Dr Sarkar, who is also vice-chairman of Medica Hospitals, said the court’s verdict could be seen as a starting point as far as putting in place a proper disease-control mechanism was concerned.
Also read: Are We Finally Seeing a Light at the End of India’s COVID-19 Tunnel?
However, he was also sceptical of the state’s proposed addition of 600 critical care beds within a fortnight. In his estimate – “without being too puritanical” – a critical care bed entails enough oxygen supply, a way to monitor blood pressure, oxygen saturation and ECG 24/7, a doctor and three or four nurses “for 10-15 beds”.
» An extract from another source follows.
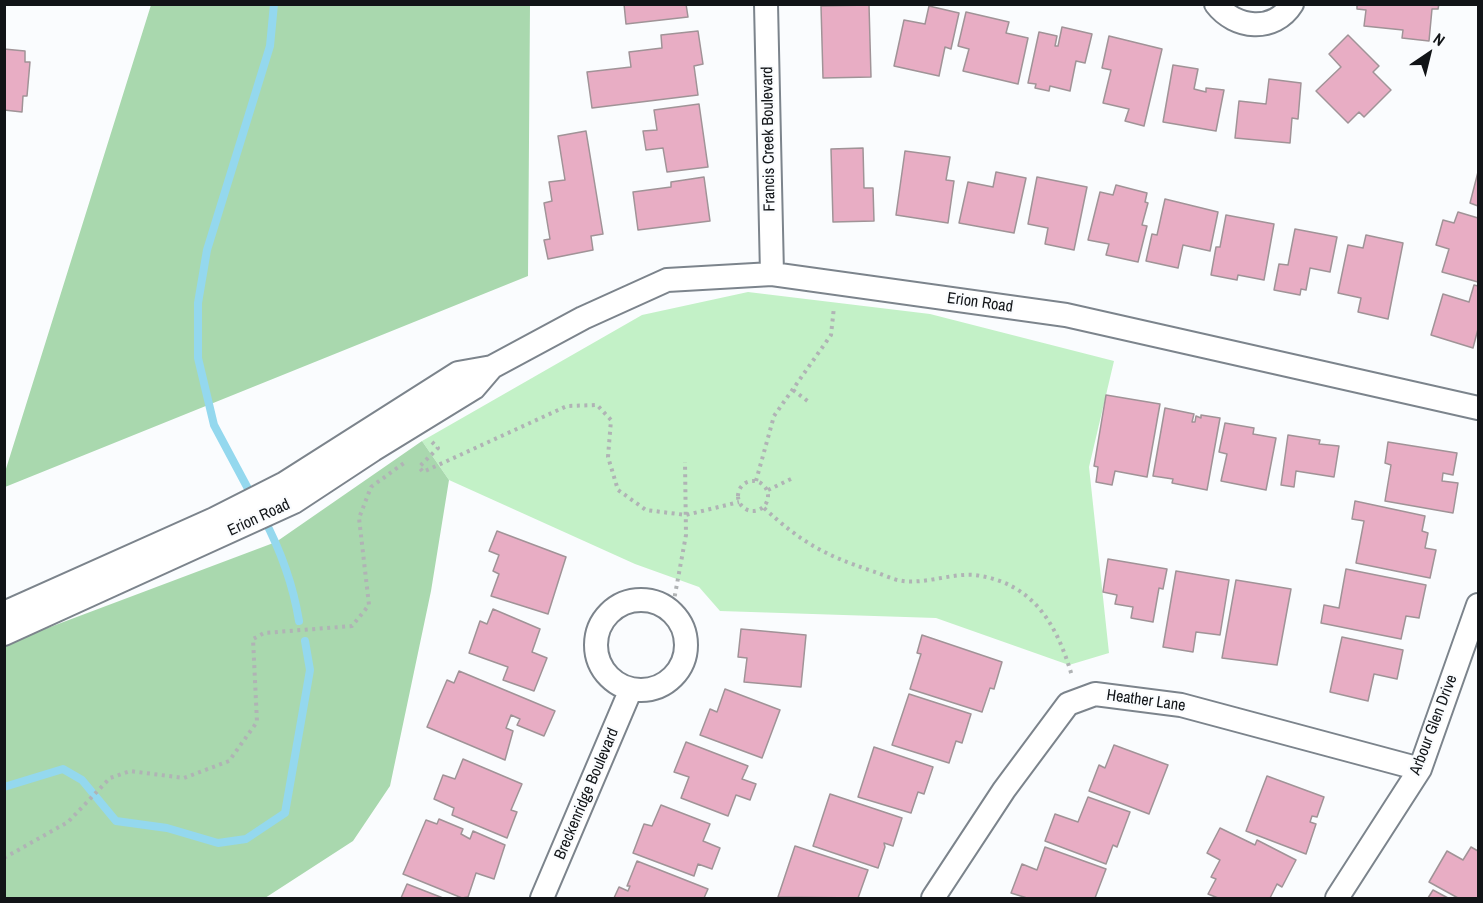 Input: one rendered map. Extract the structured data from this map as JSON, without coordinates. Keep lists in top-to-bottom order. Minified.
{"streets":{"street":["Francis Creek Boulevard","Erion Road","Heather Lane","Arbour Glen Drive","Breckenridge Boulevard"]},"crossings":[["Francis Creek Boulevard","Erion Road"],["Heather Lane","Arbour Glen Drive"]],"north":"top right"} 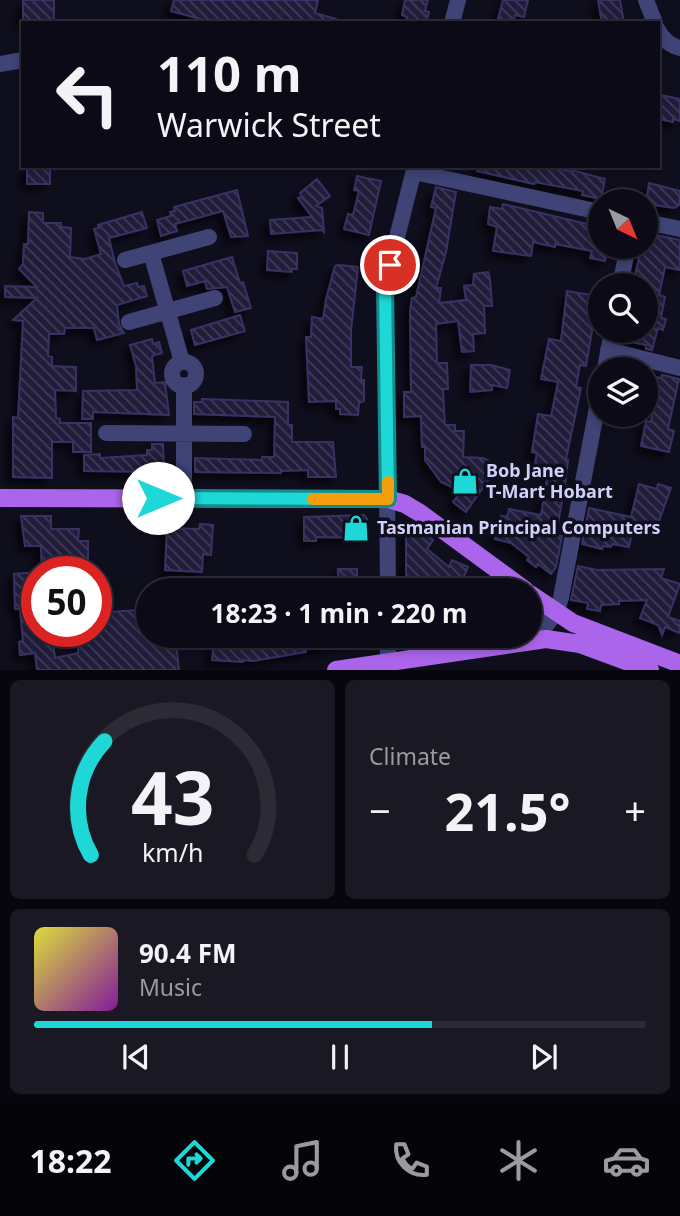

So, he continued, “I don’t think it is possible to increase critical care infrastructure in the state by 50% within a couple of weeks,” he said. “If someone is claiming to achieve this – either they have never added beds to any health setup, or they don’t know anything about critical care.” He added that in his hospital, leaves of all doctors and paramedical staff have been cancelled during the puja.
Late on Monday, the Forum for Durgotsab, a collective of various puja organisers, decided to challenge the Calcutta high court order in the Supreme Court. “It is too late to call off Durga Puja,” Avishek Bhattacharyya, an assistant secretary of the forum, said. “The livelihoods of thousands of people are linked with pujo. We think this order would push their lives into complete darkness.”
Indradeep Bhattacharyya is an independent journalist based in Kolkata.